Harris’ new title now requires her to continue making appearances, community service events, public speaking engagements in order to empower and inspire.
Gaining this new role, Harris finds it rewarding by having a sense of accomplishment and opening new doors.
“It allows me to access (doors) that normally would have been more difficult,” she said.
Longtime residents might recall Karista, the little girl with long hair and a bright smile, who as a child in the 1990s dressed like a pioneer child from the 1800s.
Her last name was Hawk back then - Karista Rose Charity Hawk. She used to pull a wagon up and down the streets of Kingman, handing out religious literature to anyone kind enough to accept her offering.
Experiencing a rough childhood of abuse by her mother, being part of the foster care system, experiencing self-harm, and being in a domestic violence relationship, she has overcome her past to show people her better-future-self.
Harris’ platform as ambassador is “Defying the Odds,” which she certainly has. Last year alone she was in a rare myxedema coma and in an adrenal crisis after having coded from zero thyroid hormones in her blood stream.
“Look at me.
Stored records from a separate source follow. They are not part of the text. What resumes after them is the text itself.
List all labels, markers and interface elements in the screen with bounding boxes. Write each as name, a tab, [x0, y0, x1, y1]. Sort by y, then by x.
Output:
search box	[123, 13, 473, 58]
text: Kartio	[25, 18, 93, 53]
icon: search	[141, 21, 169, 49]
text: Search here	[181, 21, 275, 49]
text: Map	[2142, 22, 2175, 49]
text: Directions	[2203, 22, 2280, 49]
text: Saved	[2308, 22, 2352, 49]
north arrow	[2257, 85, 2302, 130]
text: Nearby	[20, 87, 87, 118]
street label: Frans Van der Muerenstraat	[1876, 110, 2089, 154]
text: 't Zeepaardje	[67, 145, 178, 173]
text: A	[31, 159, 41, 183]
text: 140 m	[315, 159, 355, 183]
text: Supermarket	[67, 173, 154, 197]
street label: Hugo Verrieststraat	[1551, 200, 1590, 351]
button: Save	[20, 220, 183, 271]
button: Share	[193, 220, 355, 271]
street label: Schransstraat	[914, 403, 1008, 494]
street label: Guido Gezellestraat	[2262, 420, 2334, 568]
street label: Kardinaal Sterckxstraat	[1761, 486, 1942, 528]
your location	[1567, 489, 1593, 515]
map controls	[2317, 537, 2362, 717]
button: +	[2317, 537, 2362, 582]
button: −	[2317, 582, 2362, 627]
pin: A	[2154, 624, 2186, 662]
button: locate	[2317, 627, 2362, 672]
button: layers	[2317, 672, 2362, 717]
I shouldn’t have survived,” Harris said. “I physically made it to compete toward the title of Mrs. International Ultimate Elite. That in itself was a miracle.”
Although she has overcome so much in her life and continues to share her story, she has received remarks from people who have told her to stop telling others about her journey.
“Yes, it happened. Yes, it’s over but at the same time I’m not the only one who has experienced childhood trauma,” Harris said. “Being quiet does not save lives. Being quiet gives control to the abuser and supporters.”
Her past brings forth experience that inspires her to publicly speak and be a mentor. The courage and strength she has gained over the years puts her in a position to “empathize” with those who have been in similar situations.
Harris is a member of the National Coalition Against Domestic Violence Speakers Bureau and a spokesperson for Adrenal Insufficiency United. She works with Young Ones United, an organization that raises awareness on child abuse prevention and education, and provides volunteer support through other organizations.
She is co-authoring a book with other women called “Sheros, Vol. 2,” which talks about difficult circumstances and advice on how to rise above them. As ambassador, she hopes to continue representing the women of Arizona on an international level.
When asked if she would come to her hometown of Kingman to speak to schools about her journey and spreading awareness she said she would love to visit.